With 73,850 VVPAT machines stationed at 56,694 polling booths, the consternations of the Congress regarding the polls has been put to a rest. With the latest Mark 3 version of EVMs being employed, the slightest possibility of hampering has been axed. The impregnable software and hardware components of the EVM, manufactured and controlled by Electronics Corporation of India Limited (ECIL) and the Bharat Electronics Limited (BEL) has proved to be a befitting answer to the Congress’s request to then president Pranab Mukherjee to revert to the ballot paper system. With nearly 3,56,552 personnel deployed to ensure the correct handling of the M3 EVMs, the smooth conduction of polls is assured.

An earnest effort to improve the voter turnout

The dismal voter turnout in urban centres during the previous two elections had been a matter of grave concern. Taking upon itself the responsibility to improve the situation, the Siddaramaiah government undertook several initiatives. In collaboration with Facebook, the Karnataka Election Commission (KEC) disseminated information through videos and posts on the social media platform. Popularising the #AllToPoll Campaign on Twitter and Instagram, it urged the tech-savvy youth to participate in the democratic process. As a highly innovative move, the KEC announced the distribution of free scuba-diving passes to all young voters with their birth date falling on January 1, 2000. Roping in Kannada lyricist and music director Yogaraj Bhat to pen down an election theme song highlighting the significance of voting, the KEC colluded with mobile service providers and IPL authorities to popularise it. They also tried to raise poll awareness through flashmobs, street plays and radio jingles in urban and rural areas. With the number of urban voters increasing from a mere 7 lakh in 2013 to a significant 15.44 lakh in 2018, the government cleverly directed the voter turnout programmes towards the youth vote bank.
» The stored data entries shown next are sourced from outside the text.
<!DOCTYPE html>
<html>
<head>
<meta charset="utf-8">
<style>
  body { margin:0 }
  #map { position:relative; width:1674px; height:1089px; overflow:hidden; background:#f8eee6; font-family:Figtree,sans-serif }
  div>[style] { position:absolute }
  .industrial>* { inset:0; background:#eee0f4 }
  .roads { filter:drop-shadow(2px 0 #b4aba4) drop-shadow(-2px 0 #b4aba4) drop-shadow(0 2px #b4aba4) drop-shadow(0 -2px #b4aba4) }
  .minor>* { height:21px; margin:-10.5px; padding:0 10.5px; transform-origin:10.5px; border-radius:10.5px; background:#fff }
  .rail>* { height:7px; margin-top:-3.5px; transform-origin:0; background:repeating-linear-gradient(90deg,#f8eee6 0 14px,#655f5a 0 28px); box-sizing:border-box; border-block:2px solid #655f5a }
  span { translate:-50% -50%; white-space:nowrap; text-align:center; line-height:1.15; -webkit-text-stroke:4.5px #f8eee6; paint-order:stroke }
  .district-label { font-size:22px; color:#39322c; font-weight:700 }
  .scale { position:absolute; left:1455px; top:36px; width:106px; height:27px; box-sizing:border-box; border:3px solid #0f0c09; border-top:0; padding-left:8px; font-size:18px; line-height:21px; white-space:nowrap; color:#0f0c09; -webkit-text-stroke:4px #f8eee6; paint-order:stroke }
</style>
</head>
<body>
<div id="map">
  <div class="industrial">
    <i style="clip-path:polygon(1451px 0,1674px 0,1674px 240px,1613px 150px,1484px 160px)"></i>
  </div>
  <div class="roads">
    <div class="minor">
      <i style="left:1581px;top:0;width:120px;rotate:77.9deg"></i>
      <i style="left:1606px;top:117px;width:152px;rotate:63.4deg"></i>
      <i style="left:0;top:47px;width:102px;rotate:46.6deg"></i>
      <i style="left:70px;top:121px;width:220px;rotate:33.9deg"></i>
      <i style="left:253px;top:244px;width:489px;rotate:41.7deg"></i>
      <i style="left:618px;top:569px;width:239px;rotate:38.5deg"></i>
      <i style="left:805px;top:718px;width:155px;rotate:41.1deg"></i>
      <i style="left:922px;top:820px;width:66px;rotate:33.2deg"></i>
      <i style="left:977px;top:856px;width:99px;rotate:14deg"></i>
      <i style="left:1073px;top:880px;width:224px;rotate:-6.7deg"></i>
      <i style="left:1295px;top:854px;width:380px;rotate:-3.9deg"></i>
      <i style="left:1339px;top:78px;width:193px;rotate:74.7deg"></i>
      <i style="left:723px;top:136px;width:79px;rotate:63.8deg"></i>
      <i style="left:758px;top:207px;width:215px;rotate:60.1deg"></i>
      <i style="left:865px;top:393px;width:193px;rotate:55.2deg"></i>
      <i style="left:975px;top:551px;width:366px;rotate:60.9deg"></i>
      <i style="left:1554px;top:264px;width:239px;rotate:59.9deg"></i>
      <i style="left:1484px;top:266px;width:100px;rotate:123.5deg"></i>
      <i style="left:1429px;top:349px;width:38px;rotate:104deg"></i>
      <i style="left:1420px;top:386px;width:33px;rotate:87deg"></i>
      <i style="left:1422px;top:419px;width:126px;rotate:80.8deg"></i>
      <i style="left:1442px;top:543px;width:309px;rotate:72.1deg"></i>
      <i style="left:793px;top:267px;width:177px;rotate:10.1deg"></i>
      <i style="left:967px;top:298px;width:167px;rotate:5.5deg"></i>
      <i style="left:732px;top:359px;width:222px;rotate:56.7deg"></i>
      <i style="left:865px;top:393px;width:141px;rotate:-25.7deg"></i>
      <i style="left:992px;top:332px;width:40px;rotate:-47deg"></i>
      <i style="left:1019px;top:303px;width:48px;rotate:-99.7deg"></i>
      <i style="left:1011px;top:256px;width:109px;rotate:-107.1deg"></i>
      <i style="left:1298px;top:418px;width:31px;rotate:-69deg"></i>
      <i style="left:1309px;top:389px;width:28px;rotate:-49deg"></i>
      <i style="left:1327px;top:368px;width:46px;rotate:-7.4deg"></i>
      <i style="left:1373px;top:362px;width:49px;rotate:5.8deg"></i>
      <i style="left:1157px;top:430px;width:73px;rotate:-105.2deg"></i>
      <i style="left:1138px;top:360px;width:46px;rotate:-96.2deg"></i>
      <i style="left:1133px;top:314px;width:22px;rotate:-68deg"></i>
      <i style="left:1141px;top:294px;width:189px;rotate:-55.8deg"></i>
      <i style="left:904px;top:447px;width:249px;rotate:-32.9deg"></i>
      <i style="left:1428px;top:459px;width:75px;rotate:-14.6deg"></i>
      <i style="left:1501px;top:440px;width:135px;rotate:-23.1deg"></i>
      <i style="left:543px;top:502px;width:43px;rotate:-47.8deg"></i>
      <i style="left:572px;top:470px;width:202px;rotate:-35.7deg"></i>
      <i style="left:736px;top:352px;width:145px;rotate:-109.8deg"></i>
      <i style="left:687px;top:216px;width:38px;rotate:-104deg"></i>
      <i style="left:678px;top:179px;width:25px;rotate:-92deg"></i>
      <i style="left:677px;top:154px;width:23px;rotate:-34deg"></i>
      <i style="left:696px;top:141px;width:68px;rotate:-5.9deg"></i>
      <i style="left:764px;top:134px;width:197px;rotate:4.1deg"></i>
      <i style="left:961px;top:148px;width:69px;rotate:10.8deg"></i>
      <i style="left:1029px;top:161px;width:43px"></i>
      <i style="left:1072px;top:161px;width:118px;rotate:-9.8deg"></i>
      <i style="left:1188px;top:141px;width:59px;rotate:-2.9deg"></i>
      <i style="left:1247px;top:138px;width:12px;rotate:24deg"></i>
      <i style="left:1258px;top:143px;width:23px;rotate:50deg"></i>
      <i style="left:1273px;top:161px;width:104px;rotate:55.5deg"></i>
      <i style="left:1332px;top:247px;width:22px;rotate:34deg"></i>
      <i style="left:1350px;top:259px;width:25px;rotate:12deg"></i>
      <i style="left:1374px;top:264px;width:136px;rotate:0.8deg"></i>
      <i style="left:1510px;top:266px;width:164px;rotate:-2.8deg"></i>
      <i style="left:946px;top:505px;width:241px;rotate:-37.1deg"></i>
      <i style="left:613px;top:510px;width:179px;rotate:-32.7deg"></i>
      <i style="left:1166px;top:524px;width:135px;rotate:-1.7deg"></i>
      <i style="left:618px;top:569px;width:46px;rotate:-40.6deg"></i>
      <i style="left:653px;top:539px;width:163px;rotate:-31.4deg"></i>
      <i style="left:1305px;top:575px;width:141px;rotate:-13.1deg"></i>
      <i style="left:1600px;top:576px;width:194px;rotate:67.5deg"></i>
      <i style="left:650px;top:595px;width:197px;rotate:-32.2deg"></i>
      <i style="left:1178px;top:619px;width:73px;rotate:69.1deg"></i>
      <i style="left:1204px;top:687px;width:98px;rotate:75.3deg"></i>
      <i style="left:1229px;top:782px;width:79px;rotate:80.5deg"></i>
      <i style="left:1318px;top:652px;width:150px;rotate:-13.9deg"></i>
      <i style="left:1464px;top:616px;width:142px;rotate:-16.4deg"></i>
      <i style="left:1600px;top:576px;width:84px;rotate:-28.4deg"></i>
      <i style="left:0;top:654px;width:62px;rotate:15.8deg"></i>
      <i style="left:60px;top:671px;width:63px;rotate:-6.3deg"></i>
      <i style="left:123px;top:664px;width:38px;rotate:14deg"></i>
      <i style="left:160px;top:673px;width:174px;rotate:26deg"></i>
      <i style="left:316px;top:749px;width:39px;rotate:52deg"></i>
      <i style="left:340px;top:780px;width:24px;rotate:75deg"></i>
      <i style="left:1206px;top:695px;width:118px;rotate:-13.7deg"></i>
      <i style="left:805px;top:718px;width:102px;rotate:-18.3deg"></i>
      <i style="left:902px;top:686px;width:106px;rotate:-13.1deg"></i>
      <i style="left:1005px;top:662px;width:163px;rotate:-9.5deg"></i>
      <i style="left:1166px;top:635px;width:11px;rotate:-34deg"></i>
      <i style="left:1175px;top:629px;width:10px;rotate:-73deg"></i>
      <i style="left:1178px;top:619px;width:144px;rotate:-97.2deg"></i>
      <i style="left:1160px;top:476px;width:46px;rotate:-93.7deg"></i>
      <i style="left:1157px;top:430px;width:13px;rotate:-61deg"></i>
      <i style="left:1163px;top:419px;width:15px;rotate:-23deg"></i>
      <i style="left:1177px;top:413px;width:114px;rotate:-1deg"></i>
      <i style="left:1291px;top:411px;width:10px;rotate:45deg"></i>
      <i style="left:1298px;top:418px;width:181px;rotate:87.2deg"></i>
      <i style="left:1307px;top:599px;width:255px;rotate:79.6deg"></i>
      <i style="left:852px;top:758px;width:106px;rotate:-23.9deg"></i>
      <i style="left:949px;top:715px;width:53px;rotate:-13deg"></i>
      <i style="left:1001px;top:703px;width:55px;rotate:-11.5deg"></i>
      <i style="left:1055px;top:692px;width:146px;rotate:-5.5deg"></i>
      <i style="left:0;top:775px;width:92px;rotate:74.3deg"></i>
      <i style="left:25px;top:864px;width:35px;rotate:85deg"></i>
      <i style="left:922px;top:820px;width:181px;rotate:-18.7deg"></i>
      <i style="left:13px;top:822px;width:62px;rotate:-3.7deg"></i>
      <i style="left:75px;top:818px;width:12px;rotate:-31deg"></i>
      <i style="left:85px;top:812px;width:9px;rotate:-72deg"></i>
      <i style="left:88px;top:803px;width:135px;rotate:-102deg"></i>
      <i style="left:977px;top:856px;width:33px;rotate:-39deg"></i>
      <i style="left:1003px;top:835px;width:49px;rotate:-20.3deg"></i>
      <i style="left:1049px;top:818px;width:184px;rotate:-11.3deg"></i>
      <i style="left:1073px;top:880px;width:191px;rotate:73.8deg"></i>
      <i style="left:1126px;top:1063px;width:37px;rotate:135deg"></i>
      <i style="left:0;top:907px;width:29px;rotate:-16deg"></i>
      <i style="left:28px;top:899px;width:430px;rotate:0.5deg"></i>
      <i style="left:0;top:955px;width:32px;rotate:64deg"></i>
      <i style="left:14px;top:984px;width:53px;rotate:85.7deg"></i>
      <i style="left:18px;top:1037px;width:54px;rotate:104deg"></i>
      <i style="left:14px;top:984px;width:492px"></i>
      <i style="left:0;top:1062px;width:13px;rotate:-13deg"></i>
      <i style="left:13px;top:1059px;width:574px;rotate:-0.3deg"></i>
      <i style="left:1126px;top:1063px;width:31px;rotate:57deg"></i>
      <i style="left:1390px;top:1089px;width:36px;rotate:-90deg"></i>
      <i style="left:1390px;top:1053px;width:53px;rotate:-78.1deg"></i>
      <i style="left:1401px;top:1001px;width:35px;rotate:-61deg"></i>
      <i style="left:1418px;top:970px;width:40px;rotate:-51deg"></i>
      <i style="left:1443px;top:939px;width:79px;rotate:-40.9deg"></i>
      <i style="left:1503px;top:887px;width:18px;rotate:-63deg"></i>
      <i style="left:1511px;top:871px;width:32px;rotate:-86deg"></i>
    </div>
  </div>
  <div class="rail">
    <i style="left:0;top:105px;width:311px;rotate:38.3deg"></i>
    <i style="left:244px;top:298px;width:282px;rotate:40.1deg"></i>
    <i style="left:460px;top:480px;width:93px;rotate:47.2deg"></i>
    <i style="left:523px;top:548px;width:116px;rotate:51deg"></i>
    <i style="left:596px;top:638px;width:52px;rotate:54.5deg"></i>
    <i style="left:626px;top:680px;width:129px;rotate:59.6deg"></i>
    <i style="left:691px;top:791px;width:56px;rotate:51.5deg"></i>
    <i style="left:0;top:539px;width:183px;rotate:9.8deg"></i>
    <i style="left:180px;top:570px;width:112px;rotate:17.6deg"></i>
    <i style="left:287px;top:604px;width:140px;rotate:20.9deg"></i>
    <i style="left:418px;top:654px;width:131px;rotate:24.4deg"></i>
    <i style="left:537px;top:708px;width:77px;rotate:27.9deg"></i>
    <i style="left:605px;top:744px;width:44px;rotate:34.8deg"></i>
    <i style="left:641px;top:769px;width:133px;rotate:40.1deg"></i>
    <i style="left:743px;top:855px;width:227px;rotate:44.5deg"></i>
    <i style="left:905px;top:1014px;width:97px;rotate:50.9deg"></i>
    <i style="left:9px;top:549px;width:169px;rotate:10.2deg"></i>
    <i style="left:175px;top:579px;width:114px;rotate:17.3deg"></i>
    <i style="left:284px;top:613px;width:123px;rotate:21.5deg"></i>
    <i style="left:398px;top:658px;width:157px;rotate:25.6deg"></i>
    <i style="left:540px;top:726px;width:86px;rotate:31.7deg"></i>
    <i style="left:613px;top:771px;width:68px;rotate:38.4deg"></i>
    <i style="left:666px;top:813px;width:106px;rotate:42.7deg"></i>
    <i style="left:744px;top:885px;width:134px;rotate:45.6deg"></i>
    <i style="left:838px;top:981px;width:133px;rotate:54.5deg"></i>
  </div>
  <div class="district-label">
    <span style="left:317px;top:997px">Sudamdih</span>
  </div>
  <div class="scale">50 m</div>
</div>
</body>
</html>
In order to facilitate a hassle-free conduction of polls, special voting booths were constructed across the state. 450 `pink booths’ named Sakhi were set up to specially cater to women voters in the state. Adorned with pink balloons and draperies, these all-women managed booths highlighted the indispensable need for women empowerment. Aiming to woo the tribal voters, ethnic polling booths mirroring the culture and traditions of the tribal masses were set up within two kilometres of the tribal settlements in eight districts. As an incentive to the people who voted, model polling stations reflecting a festive fervour were set up near the polling booths. All booths were efficiently equipped with wheel chairs and ramps, to cater to differently-abled voters. Witnessing a massive voter turnout at these special booths, the first of its kind move was lauded.

SVEEP, Systematic Voters’ Education and Electoral Participation programme, a flagship initiative to encourage electoral participation, successfully drew massive numbers to the voting booths. School children were used as vehicles to ensure their parents’ participation in the electoral process. Government officials distributing voter slips earnestly tried to ensure voter participation. Joining hands with Nehru Yuva Kendra and Kannada and Culture Department, the KEC initiated the voters’ motivation programme in areas recording a low voter turnout in the previous elections. Poets were asked to stress upon the significance of voting during the multi-language poets meet in Dakshina Kannada district. SVEEP committees were formed in every taluk to increase voters’ registration. Rallies were undertaken to uphold the importance of ethical and compulsory voting.

With massive voter turn outs recorded on the polling day, it seems like the efforts paid off. With the introduction of such innovative programmes, this election has been extremely special to the people of Karnataka.